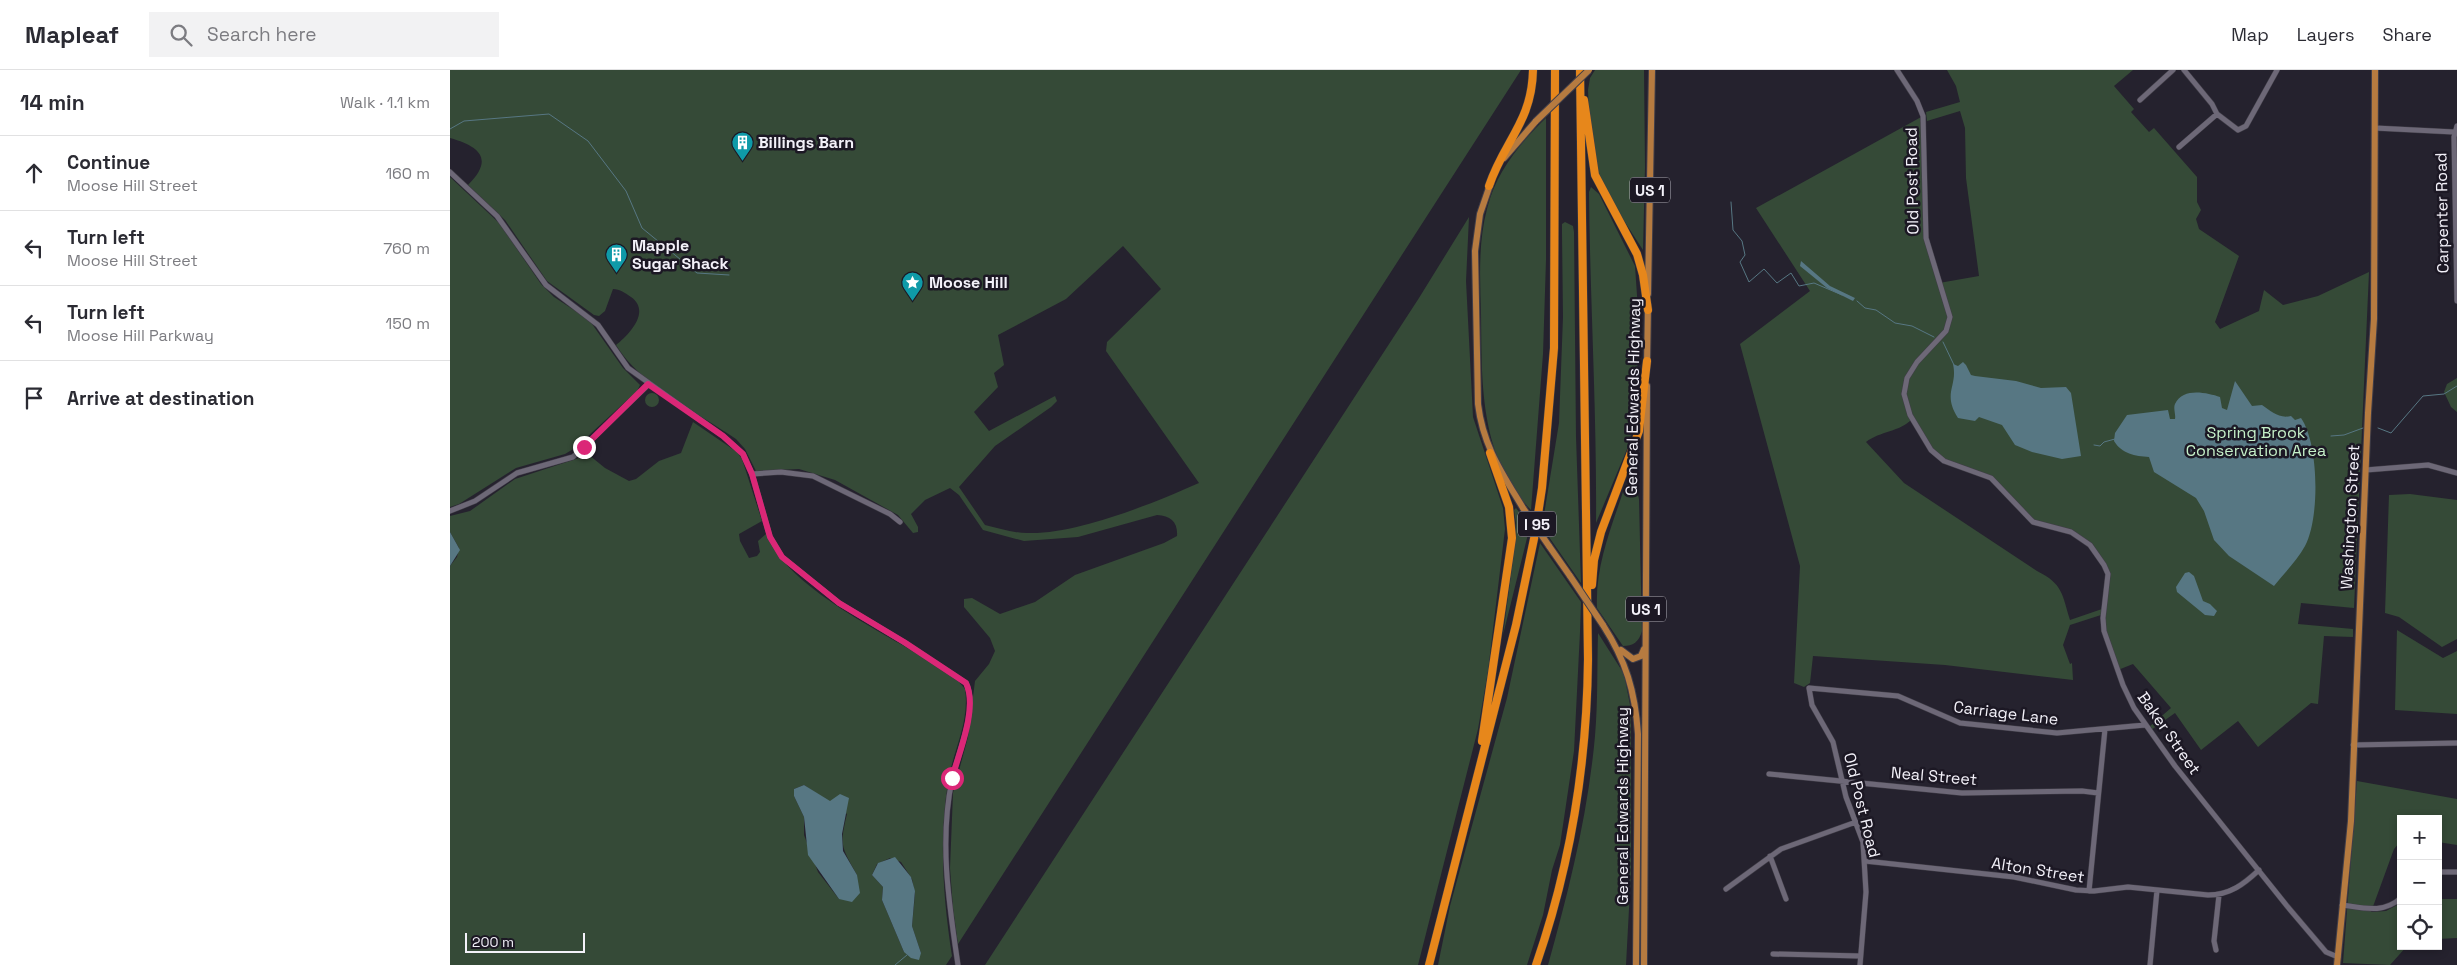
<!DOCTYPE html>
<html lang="en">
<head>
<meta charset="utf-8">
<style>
	body { margin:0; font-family:"Space Grotesk",sans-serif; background:#f2f2f3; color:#2b2b33 }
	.controls { position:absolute; right:15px; bottom:15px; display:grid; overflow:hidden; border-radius:0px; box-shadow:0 2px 8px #0003 }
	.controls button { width:45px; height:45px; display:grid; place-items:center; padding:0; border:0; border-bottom:1px solid #e1e1e2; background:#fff; color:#2b2b33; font:25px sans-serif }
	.scale { position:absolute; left:15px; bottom:12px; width:120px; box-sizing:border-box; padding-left:5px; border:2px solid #f3f1f9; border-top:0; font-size:14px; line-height:18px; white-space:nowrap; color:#f3f1f9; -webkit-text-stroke:4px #1c1824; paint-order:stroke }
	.stop { position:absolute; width:15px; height:15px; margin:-11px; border:4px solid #db2777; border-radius:50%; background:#fff }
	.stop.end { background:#db2777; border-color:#fff; box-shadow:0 1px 5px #0008 }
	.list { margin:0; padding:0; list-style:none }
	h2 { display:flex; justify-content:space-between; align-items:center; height:65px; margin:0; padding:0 20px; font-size:21px }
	h2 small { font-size:16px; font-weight:400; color:#7c7c81 }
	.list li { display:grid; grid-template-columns:32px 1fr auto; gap:15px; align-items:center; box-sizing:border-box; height:75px; padding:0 20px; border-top:1px solid #e1e1e2 }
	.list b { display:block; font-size:19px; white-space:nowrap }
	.list p { margin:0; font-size:16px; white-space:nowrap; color:#7c7c81 }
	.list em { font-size:16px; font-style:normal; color:#7c7c81 }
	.icon { flex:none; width:28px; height:28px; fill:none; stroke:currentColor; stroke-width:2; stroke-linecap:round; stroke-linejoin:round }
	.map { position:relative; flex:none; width:2007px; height:895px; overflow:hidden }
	header { display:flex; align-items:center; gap:30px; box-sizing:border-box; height:70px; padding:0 25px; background:#fff; border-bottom:1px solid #e1e1e2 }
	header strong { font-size:24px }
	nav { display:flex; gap:28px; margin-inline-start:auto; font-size:18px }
	.search { width:350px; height:45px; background:#f2f2f3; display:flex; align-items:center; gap:12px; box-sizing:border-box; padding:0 18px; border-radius:0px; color:#7c7c81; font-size:19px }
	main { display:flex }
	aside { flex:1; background:#fff }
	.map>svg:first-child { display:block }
	.green { fill:#354a37; fill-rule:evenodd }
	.water { fill:#577783 }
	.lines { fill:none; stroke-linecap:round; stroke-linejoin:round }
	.stream { stroke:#577783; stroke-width:1 }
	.minor-casing { stroke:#413e48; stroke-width:6 }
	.major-casing { stroke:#413e48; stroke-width:8 }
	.highway-casing { stroke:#413e48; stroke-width:9 }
	.minor { stroke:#6d6877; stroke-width:5 }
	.major { stroke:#b67b40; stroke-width:6 }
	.highway { stroke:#e7871b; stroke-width:8 }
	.major-bridge-casing { stroke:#413e48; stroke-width:8; stroke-linecap:butt }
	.major-bridge { stroke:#b67b40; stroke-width:6 }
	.route { stroke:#db2777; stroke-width:6 }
	.labels { text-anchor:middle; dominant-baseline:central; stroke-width:5; stroke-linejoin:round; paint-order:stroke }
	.shield { fill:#1c1824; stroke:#b2b0b9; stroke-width:1 }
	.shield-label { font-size:15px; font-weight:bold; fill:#f3f1f9 }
	.poi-label { font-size:16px; font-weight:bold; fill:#f3f1f9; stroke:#1c1824; text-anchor:start }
	.street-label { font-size:16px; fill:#f3f1f9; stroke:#1c1824 }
	.park-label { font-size:16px; fill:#c6f1c9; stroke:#1c1824 }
</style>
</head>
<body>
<header>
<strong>Mapleaf</strong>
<div class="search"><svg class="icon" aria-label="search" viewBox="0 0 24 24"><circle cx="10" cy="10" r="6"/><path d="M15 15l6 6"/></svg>Search here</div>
<nav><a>Map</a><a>Layers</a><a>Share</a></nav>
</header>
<main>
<aside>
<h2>14 min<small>Walk · 1.1 km</small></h2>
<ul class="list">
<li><svg class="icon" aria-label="ahead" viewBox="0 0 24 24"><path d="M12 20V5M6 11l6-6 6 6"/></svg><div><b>Continue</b><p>Moose Hill Street</p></div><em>160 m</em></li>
<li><svg class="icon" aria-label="left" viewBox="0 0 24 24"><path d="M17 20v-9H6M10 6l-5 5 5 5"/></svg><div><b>Turn left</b><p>Moose Hill Street</p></div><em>760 m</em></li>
<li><svg class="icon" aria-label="left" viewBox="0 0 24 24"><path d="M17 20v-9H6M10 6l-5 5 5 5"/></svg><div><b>Turn left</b><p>Moose Hill Parkway</p></div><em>150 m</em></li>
<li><svg class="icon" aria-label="arrive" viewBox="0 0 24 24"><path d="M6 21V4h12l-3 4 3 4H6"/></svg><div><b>Arrive at destination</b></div></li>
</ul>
</aside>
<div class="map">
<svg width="2007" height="895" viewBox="0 0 2007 895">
	<rect width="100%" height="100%" fill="#25222e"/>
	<!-- green -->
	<path class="green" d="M0 0H1071L508 874 503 838 500 798 503 723 518 667 525 611 539 594 545 581 540 568 514 537V529L522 528 550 544 585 532 625 505 714 473 727 466C728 452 721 446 707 445L628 467 574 471 533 460 509 425 500 418 475 430 461 444 468 457V462L463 463 448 445 385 410 349 399 306 401 295 379 286 369C247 342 191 316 166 275 180 264 201 241 181 227 175 223 170 219 163 219L155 241 149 246 144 245 97 211 55 150 18 115C43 90 32 77 0 68ZM673 176 711 219 657 272 656 281 749 413C704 433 626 465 577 463 563 463 548 458 535 455L509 417 545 376 601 337 607 331 605 326 539 361 524 342 548 317 544 303 554 295 548 265 616 229Z
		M1145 0H1194L1195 97 1193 180 1169 143 1149 106 1139 44 1138 20 1140 8Z
		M1497 0H1683L1664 16 1684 39 1681 42 1699 62 1704 58 1747 107V132L1751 140 1746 149 1749 159 1789 186 1765 252 1770 259 1809 241 1814 220 1833 235 1868 226 1919 202 1904 538 1851 533 1848 554 1903 559V567L1874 566 1868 634 1861 633 1808 677 1788 651 1751 680 1725 643 1701 660 1699 657 1721 638 1683 594 1668 600 1654 561 1656 500 1632 468 1583 452 1550 415 1488 386 1462 349C1450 362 1430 361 1416 372L1454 413 1587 501C1613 514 1612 524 1620 550L1652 539 1651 545 1620 555 1613 575 1620 594 1622 593 1623 610 1495 595 1363 586 1360 613 1354 617 1344 613 1350 496 1290 274 1360 221 1306 138 1473 46 1474 147 1489 213 1529 206 1516 108 1515 58 1510 41 1477 51 1476 42 1510 32 1506 16Z
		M1096 48V190L1093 284 1081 440C1029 386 1032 313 1031 244 1030 209 1028 173 1037 139 1046 102 1070 73 1096 48Z
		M0 107 49 153 91 214 104 227 130 244 142 254 173 298 190 315 187 321 125 378 115 384 66 398 9 434 0 437Z
		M1141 117 1149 124 1185 196 1190 269 1180 372 1146 453C1147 343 1140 232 1139 122Z
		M1019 147 1016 211 1023 347 1053 438 1055 459 1038 601 1028 659 968 895H535L969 228Z
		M1115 152 1123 156 1124 162 1126 367 1131 513 1092 457 1109 353 1113 247 1112 164V154Z
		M2007 308V342L2001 337 1994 322 1997 314Z
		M195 330a7 7 0 1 1 14 0a7 7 0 1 1-14 0Z
		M243 352 287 382 292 389 312 451 289 464 290 471 299 488 307 486 310 482 308 471 316 464C335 511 411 551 454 576 473 587 491 600 509 612L515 619C520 652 503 680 498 712 489 770 493 828 502 886L496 895H0V496L7 487 9 478 0 462V446L20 441 65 409 135 386 139 385 155 398 179 411 186 409 209 391 231 383ZM354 715 397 744C389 777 392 777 407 805L389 829 368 802 354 765V747L344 726V719ZM440 788 451 792 462 809 465 824 462 856 471 883 454 882 432 830 433 817 422 805 427 794Z
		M1182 411 1186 417 1189 429 1192 561C1189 572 1183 576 1173 576L1147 538C1145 495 1162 456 1175 416Z
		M1960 424 2007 430V569L1992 577 1949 547 1935 543 1939 425Z
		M1066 438 1080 456 1053 565 1064 482 1066 453 1064 440Z
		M1090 473 1131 532 1130 562 1124 681 1110 775 1102 800 1093 845 1077 895H988L1000 836 1057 628Z
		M1947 560 1993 588 2007 581V644L1945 640Z
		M1148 563 1174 604 1181 640V801L1176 895H1098C1119 820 1138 744 1145 666 1148 632 1147 597 1148 563Z
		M1907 711 2007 729V775L1988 772V749H1951V771L1944 779 1921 842 1936 841 1951 833V876H1957L1940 895 1893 893Z
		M1988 829H2007V868L1988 869Z"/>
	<!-- water -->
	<path class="water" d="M1351 191 1380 216 1405 228 1403 231 1377 218 1350 196Z
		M1513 292 1516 295 1521 305 1525 306 1566 311 1591 318 1616 317 1621 323 1631 386 1612 389 1582 382 1565 375 1552 355 1529 347 1525 351 1508 348C1492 323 1508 317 1503 294L1508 296Z
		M1785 311 1802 336 1812 335C1821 341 1829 349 1841 346L1845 350 1851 348C1869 374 1870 448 1855 476 1847 491 1834 503 1824 516L1779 486 1764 470 1754 441 1746 428 1704 402 1699 387C1685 386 1672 384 1664 371L1665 363 1677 345 1718 340 1720 349H1725C1726 345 1723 338 1725 334 1733 317 1757 323 1770 327L1772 338 1777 340Z
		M0 462 10 480 0 496Z
		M1739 502 1744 506 1753 531 1760 534 1767 541 1764 546 1755 545 1727 522 1726 517 1735 503Z
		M354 715 380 731 390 724 399 728 392 764 393 781 407 805 410 823 402 832 389 829 358 785 354 747 344 726V719Z
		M445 787 461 807 465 821 462 856 471 883 469 890 461 888 454 882 432 830 433 817 422 805 428 793Z"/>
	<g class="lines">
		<!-- stream -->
		<path class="stream" d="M0 59 14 51 99 44 138 71 176 121 192 158 247 203 279 205
			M1281 132 1283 160 1292 171 1295 185 1290 192 1299 212 1314 199 1327 213 1341 203 1349 216 1364 213 1392 225
			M1407 231 1415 238 1426 240 1445 253 1462 256 1484 267
			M1493 272 1504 295
			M1928 358 1941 363 1973 326 1994 324 2007 316
			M1881 366 1894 365 1913 358
			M1644 375 1650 376 1654 372 1665 369
			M445 895 457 885"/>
		<defs>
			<path id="minor" d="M1447 0 1467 31 1473 46 1476 168 1500 247 1496 261 1467 292 1457 308 1454 324 1460 345 1481 380 1494 391 1541 408 1583 452 1621 462 1640 475 1654 495 1658 504 1653 548 1654 561 1673 615 1684 638 1725 696 1837 836 1876 882 1888 887
				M1734 0 1762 34 1767 44 1788 60 1796 56 1827 0
				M1690 30 1723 0
				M2007 56 2004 67 2007 231
				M1925 58 2004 62
				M1729 77 1767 44
				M0 102 47 146 96 215 148 255 178 298 273 366 293 384 302 404 320 467 332 487 389 533 457 574 516 613C529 638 507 684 502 710 489 771 499 834 508 895
				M1916 400 1978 395 2007 403
				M302 404 331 402 363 406 440 444 450 452
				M0 441 25 431 67 403 123 387 199 314
				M1903 675 2007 673
				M1319 704 1512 723 1632 721 1648 723
				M1320 786 1336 829
				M1415 791 1564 807 1626 820 1644 821 1678 817 1758 825C1780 825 1794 814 1809 800
				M1988 802H2007
				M1276 819 1331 779 1406 752
				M1639 821 1655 659
				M1892 835C1914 838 1933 844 1951 828
				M1766 880 1764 871 1769 825
				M1323 884 1410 886
				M1410 895 1416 822 1413 772 1396 727 1383 672 1362 635 1359 618 1448 626 1510 653 1607 663 1695 655
				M1700 895 1707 820"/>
			<path id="major" d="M1054 88 1086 51
				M1041 112 1030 144 1025 181 1028 334C1033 376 1052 403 1073 438
				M1198 224 1202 0
				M1197 294 1198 236
				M1099 476 1120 506
				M1153 555C1176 591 1185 621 1188 664L1186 895
				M1171 580 1183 589 1191 586 1194 579
				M1194 895 1197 316
				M1887 895 1901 751 1918 343 1924 249 1925 0"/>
			<path id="highway" d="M1134 30 1145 105 1187 184 1193 205 1198 240
				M1039 116C1054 71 1082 52 1083 0
				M1142 515 1144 490 1151 462 1189 361 1197 291
				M1032 671 1062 468 1059 437 1040 383
				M979 895 1066 555 1085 464 1092 418 1104 278 1105 0
				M1086 895C1120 797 1137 693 1138 589L1130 0"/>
		</defs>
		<!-- minor casing -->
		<use href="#minor" class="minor-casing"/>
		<!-- major casing -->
		<use href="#major" class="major-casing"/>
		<!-- highway casing -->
		<use href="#highway" class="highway-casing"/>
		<!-- minor -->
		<use href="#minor" class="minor"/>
		<!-- major -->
		<use href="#major" class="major"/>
		<!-- highway -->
		<use href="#highway" class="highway"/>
		<defs>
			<path id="major-bridge" d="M1086 51 1139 0
				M1073 438 1099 476
				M1120 506 1153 555"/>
		</defs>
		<!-- major-bridge casing -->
		<use href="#major-bridge" class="major-bridge-casing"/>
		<!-- major-bridge -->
		<use href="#major-bridge" class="major-bridge"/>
	</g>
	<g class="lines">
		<!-- route -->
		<path class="route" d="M134 377 198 314 273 366 293 384 302 404 320 467 332 487 389 533 454 572 516 613C528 638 509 683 502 708"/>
	</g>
	<!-- icons -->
	<defs>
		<symbol id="building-pin" viewBox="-11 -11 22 30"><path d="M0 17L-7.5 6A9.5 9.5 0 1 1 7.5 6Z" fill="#0f9aa8" stroke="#1c1824"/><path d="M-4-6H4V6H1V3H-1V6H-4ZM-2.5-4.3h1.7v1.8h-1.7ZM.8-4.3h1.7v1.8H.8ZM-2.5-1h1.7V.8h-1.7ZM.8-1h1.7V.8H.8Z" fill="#fff"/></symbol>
		<symbol id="sight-pin" viewBox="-11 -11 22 30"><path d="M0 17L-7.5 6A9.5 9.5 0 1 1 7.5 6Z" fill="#0f9aa8" stroke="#1c1824"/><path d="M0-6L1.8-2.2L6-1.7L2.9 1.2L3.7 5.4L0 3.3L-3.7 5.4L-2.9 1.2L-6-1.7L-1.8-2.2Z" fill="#fff"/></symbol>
	</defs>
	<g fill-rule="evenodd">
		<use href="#building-pin" x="280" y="60" width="25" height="34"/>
		<use href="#building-pin" x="154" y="172" width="25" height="34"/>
		<use href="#sight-pin" x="450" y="200" width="25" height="34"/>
	</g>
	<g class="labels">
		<!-- shield labels -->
		<g class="shield">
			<rect x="1180" y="107.5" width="40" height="25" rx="4"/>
			<rect x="1068" y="441.5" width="38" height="25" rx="4"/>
			<rect x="1176" y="526.5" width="40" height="25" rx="4"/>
		</g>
		<g class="shield-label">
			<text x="1200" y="120">US 1</text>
			<text x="1087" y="454">I 95</text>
			<text x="1196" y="539">US 1</text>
		</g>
		<!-- poi labels -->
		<g class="poi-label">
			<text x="308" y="72">Billings Barn</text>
			<text x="182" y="175">Mapple<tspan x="182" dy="18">Sugar Shack</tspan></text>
			<text x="479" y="212">Moose Hill</text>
		</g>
		<!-- street labels -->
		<g class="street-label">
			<text transform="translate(1462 111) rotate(-91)">Old Post Road</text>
			<text transform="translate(1992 143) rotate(-91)">Carpenter Road</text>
			<text transform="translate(1183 327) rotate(-89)">General Edwards Highway</text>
			<text transform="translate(1900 447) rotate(-87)">Washington Street</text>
			<text transform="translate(1556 643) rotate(7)">Carriage Lane</text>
			<text transform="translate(1719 663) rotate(55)">Baker Street</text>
			<text transform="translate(1484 706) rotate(5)">Neal Street</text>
			<text transform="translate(1412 735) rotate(76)">Old Post Road</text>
			<text transform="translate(1172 736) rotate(-90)">General Edwards Highway</text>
			<text transform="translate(1588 800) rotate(9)">Alton Street</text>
		</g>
		<!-- park labels -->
		<g class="park-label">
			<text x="1806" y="362">Spring Brook<tspan x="1806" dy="18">Conservation Area</tspan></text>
		</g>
	</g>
</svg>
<div class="controls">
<button>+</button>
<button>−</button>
<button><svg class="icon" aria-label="locate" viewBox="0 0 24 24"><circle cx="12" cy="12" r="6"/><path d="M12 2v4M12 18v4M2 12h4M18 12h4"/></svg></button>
</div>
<div class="scale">200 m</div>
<div class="stop" style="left:502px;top:708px"></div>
<div class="stop end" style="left:134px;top:377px"></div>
</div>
</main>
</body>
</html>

* * *

• _Problem to work on_: Return each line from the data where the string "controls" can be found.

• _Output below_:
	.controls { position:absolute; right:15px; bottom:15px; display:grid; overflow:hidden; border-radius:0px; box-shadow:0 2px 8px #0003 }
	.controls button { width:45px; height:45px; display:grid; place-items:center; padding:0; border:0; border-bottom:1px solid #e1e1e2; background:#fff; color:#2b2b33; font:25px sans-serif }
<div class="controls">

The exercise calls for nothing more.